» ASSIGNED TASK
Repeat the following data exactly, omitting pictures.

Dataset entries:
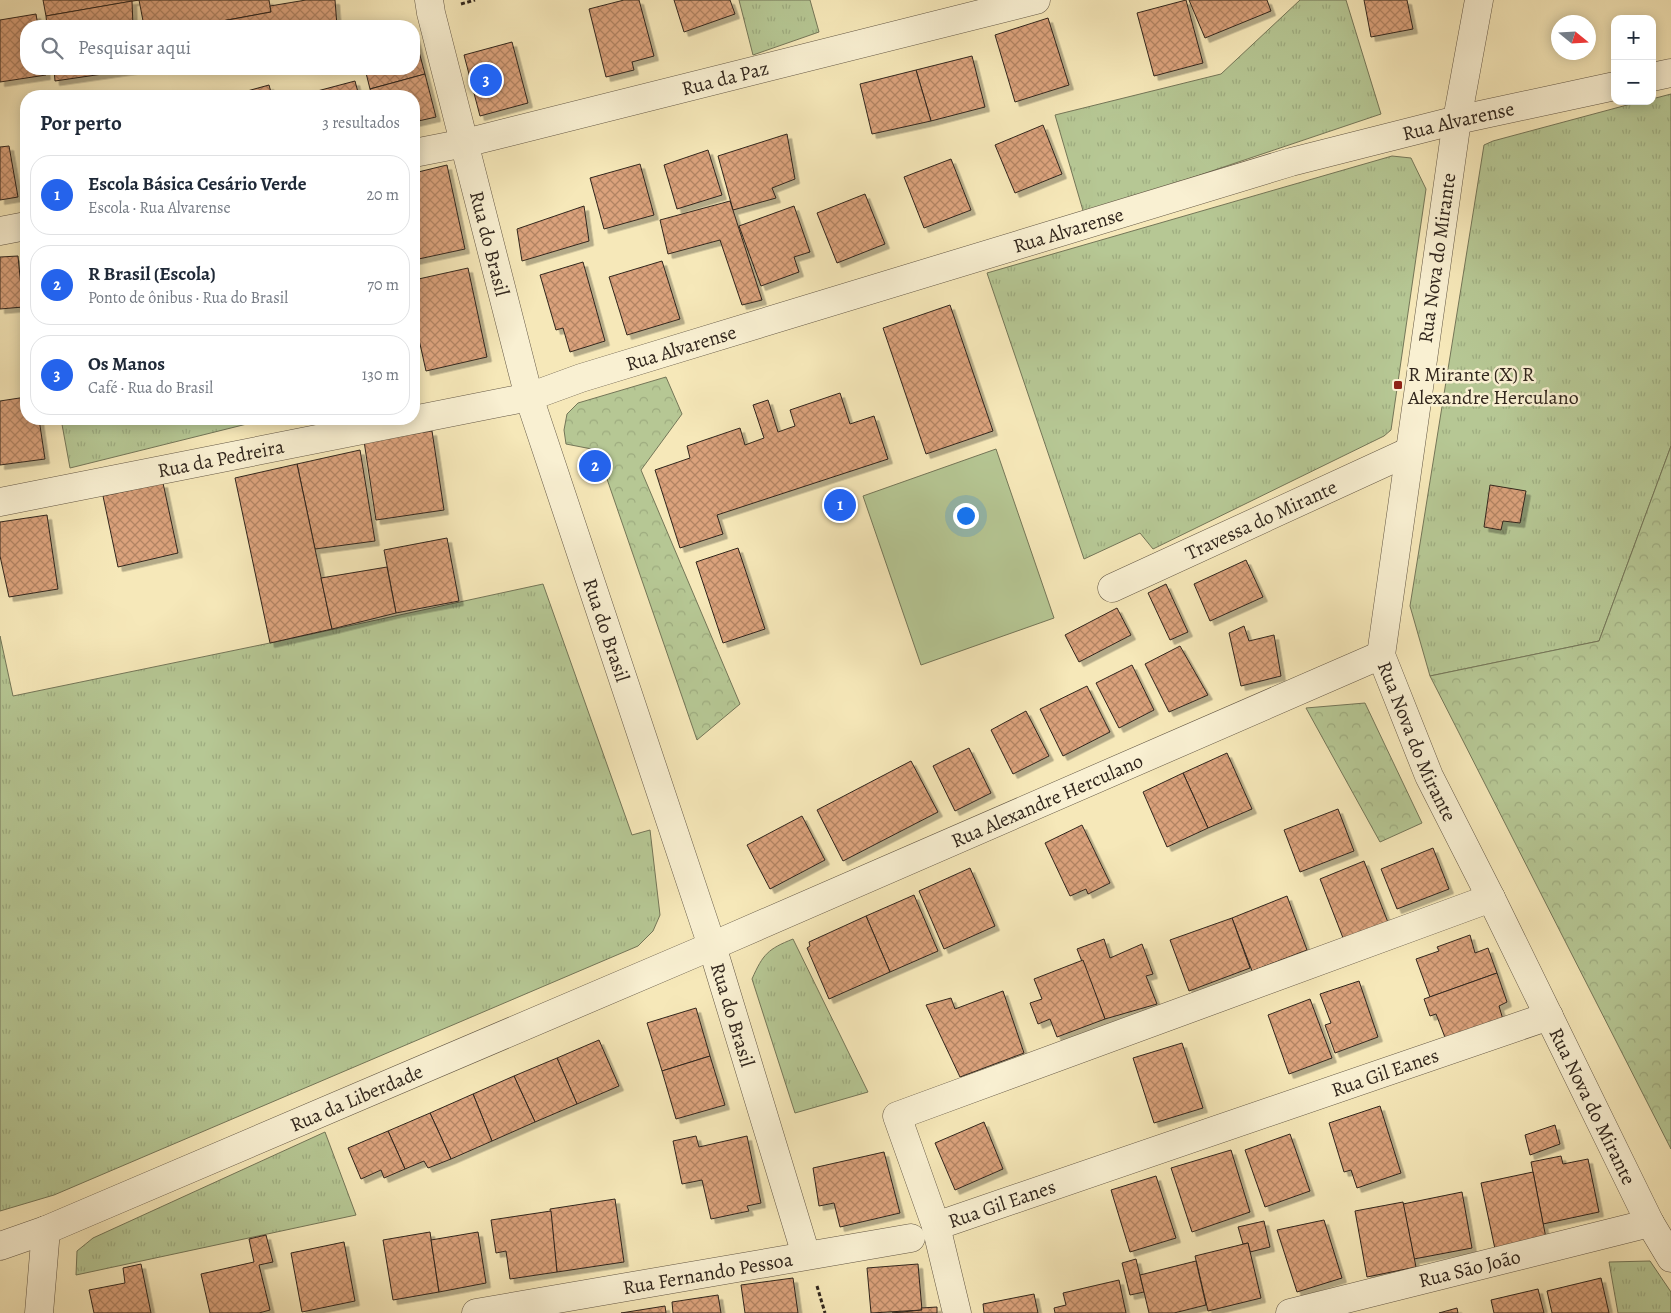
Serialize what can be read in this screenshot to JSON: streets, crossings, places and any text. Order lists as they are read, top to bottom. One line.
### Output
{"streets":{"street":["Rua da Paz","Rua Alvarense","Rua do Brasil","Rua Nova do Mirante","Rua da Pedreira","Travessa do Mirante","Rua Alexandre Herculano","Rua Gil Eanes","Rua da Liberdade","Rua São João","Rua Fernando Pessoa"]},"crossings":[["Rua da Paz","Rua do Brasil"],["Rua Alvarense","Rua do Brasil"],["Rua Alvarense","Rua Nova do Mirante"],["Rua Alvarense","Rua da Pedreira"],["Rua do Brasil","Rua da Pedreira"],["Rua do Brasil","Rua Alexandre Herculano"],["Rua do Brasil","Rua da Liberdade"],["Rua do Brasil","Rua Fernando Pessoa"],["Rua Nova do Mirante","Travessa do Mirante"],["Rua Nova do Mirante","Rua Alexandre Herculano"],["Rua Nova do Mirante","Rua Gil Eanes"],["Rua Nova do Mirante","Rua São João"],["Rua Alexandre Herculano","Rua da Liberdade"]],"places":{"transit":["R Mirante (X) R Alexandre Herculano"]},"north":"right","page":{"map_buttons":["+","−"],"search":"Pesquisar aqui","pins":["3","2","1"],"heading":["Por perto","3 resultados"],"list":[{"mark":"1","name":"Escola Básica Cesário Verde","note":"Escola · Rua Alvarense","value":"20 m"},{"mark":"2","name":"R Brasil (Escola)","note":"Ponto de ônibus · Rua do Brasil","value":"70 m"},{"mark":"3","name":"Os Manos","note":"Café · Rua do Brasil","value":"130 m"}]}}
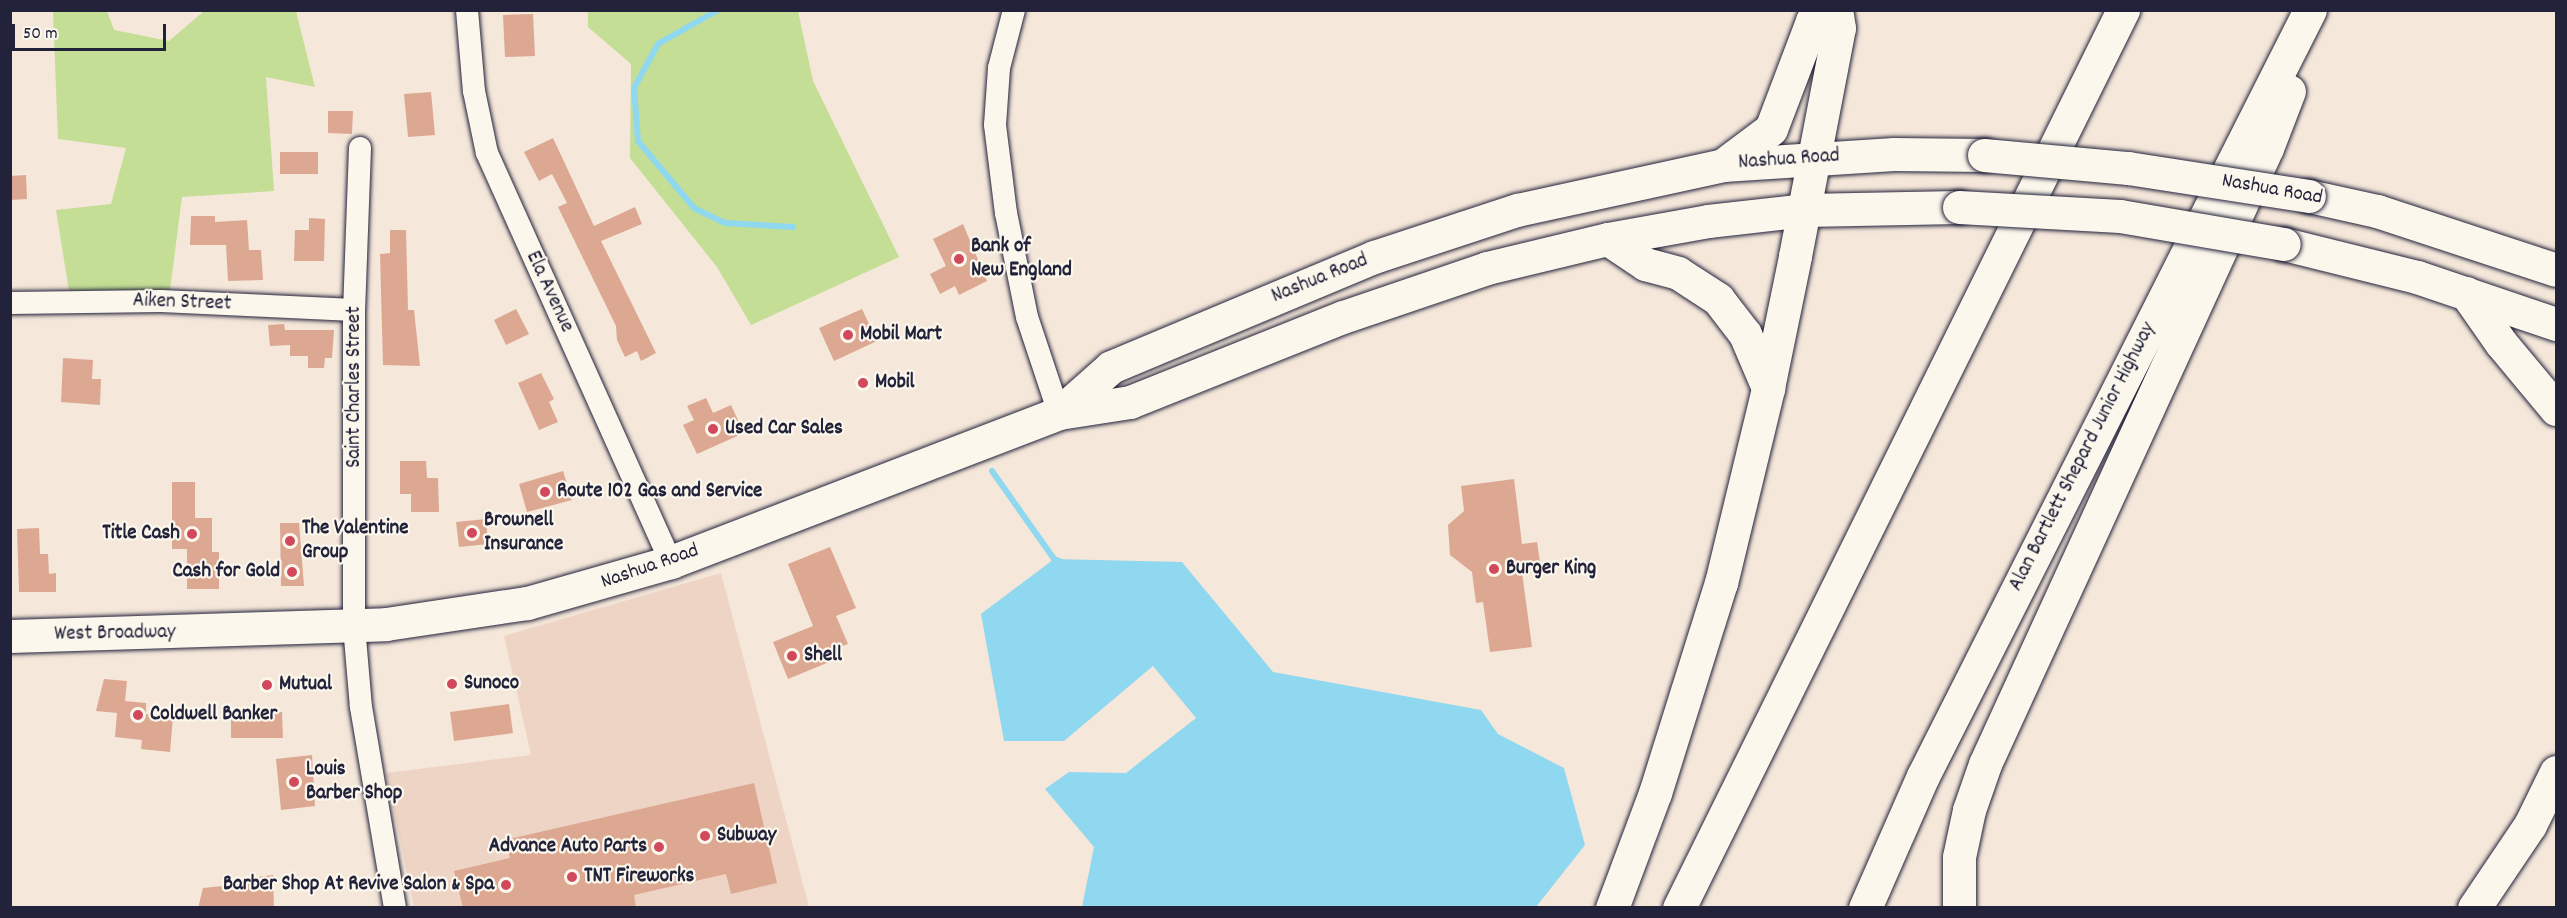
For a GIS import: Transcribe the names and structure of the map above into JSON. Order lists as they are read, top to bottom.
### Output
{
  "streets": {
    "main road": ["Nashua Road", "Alan Bartlett Shepard Junior Highway", "West Broadway"],
    "street": ["Ela Avenue", "Aiken Street", "Saint Charles Street"]
  },
  "crossings": [
    ["Nashua Road", "Ela Avenue"],
    ["Nashua Road", "Saint Charles Street"],
    ["Nashua Road", "West Broadway"],
    ["Aiken Street", "Saint Charles Street"]
  ],
  "places": [
    "Bank of New England",
    "Mobil Mart",
    "Mobil",
    "Used Car Sales",
    "Route 102 Gas and Service",
    "Brownell Insurance",
    "Title Cash",
    "The Valentine Group",
    "Burger King",
    "Cash for Gold",
    "Shell",
    "Sunoco",
    "Mutual",
    "Coldwell Banker",
    "Louis Barber Shop",
    "Subway",
    "Advance Auto Parts",
    "TNT Fireworks",
    "Barber Shop At Revive Salon & Spa"
  ],
  "scale_bar": "50 m"
}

» YOUR SOLUTION
Serialize what can be read in this screenshot to JSON: streets, crossings, places and any text. Order lists as they are read, top to bottom. One line.
### Output
{"streets":{"street":["Rua da Paz","Rua Alvarense","Rua do Brasil","Rua Nova do Mirante","Rua da Pedreira","Travessa do Mirante","Rua Alexandre Herculano","Rua Gil Eanes","Rua da Liberdade","Rua São João","Rua Fernando Pessoa"]},"crossings":[["Rua da Paz","Rua do Brasil"],["Rua Alvarense","Rua do Brasil"],["Rua Alvarense","Rua Nova do Mirante"],["Rua Alvarense","Rua da Pedreira"],["Rua do Brasil","Rua da Pedreira"],["Rua do Brasil","Rua Alexandre Herculano"],["Rua do Brasil","Rua da Liberdade"],["Rua do Brasil","Rua Fernando Pessoa"],["Rua Nova do Mirante","Travessa do Mirante"],["Rua Nova do Mirante","Rua Alexandre Herculano"],["Rua Nova do Mirante","Rua Gil Eanes"],["Rua Nova do Mirante","Rua São João"],["Rua Alexandre Herculano","Rua da Liberdade"]],"places":{"transit":["R Mirante (X) R Alexandre Herculano"]},"north":"right","page":{"map_buttons":["+","−"],"search":"Pesquisar aqui","pins":["3","2","1"],"heading":["Por perto","3 resultados"],"list":[{"mark":"1","name":"Escola Básica Cesário Verde","note":"Escola · Rua Alvarense","value":"20 m"},{"mark":"2","name":"R Brasil (Escola)","note":"Ponto de ônibus · Rua do Brasil","value":"70 m"},{"mark":"3","name":"Os Manos","note":"Café · Rua do Brasil","value":"130 m"}]}}
For a GIS import: Transcribe the names and structure of the map above into JSON. Order lists as they are read, top to bottom.
### Output
{
  "streets": {
    "main road": ["Nashua Road", "Alan Bartlett Shepard Junior Highway", "West Broadway"],
    "street": ["Ela Avenue", "Aiken Street", "Saint Charles Street"]
  },
  "crossings": [
    ["Nashua Road", "Ela Avenue"],
    ["Nashua Road", "Saint Charles Street"],
    ["Nashua Road", "West Broadway"],
    ["Aiken Street", "Saint Charles Street"]
  ],
  "places": [
    "Bank of New England",
    "Mobil Mart",
    "Mobil",
    "Used Car Sales",
    "Route 102 Gas and Service",
    "Brownell Insurance",
    "Title Cash",
    "The Valentine Group",
    "Burger King",
    "Cash for Gold",
    "Shell",
    "Sunoco",
    "Mutual",
    "Coldwell Banker",
    "Louis Barber Shop",
    "Subway",
    "Advance Auto Parts",
    "TNT Fireworks",
    "Barber Shop At Revive Salon & Spa"
  ],
  "scale_bar": "50 m"
}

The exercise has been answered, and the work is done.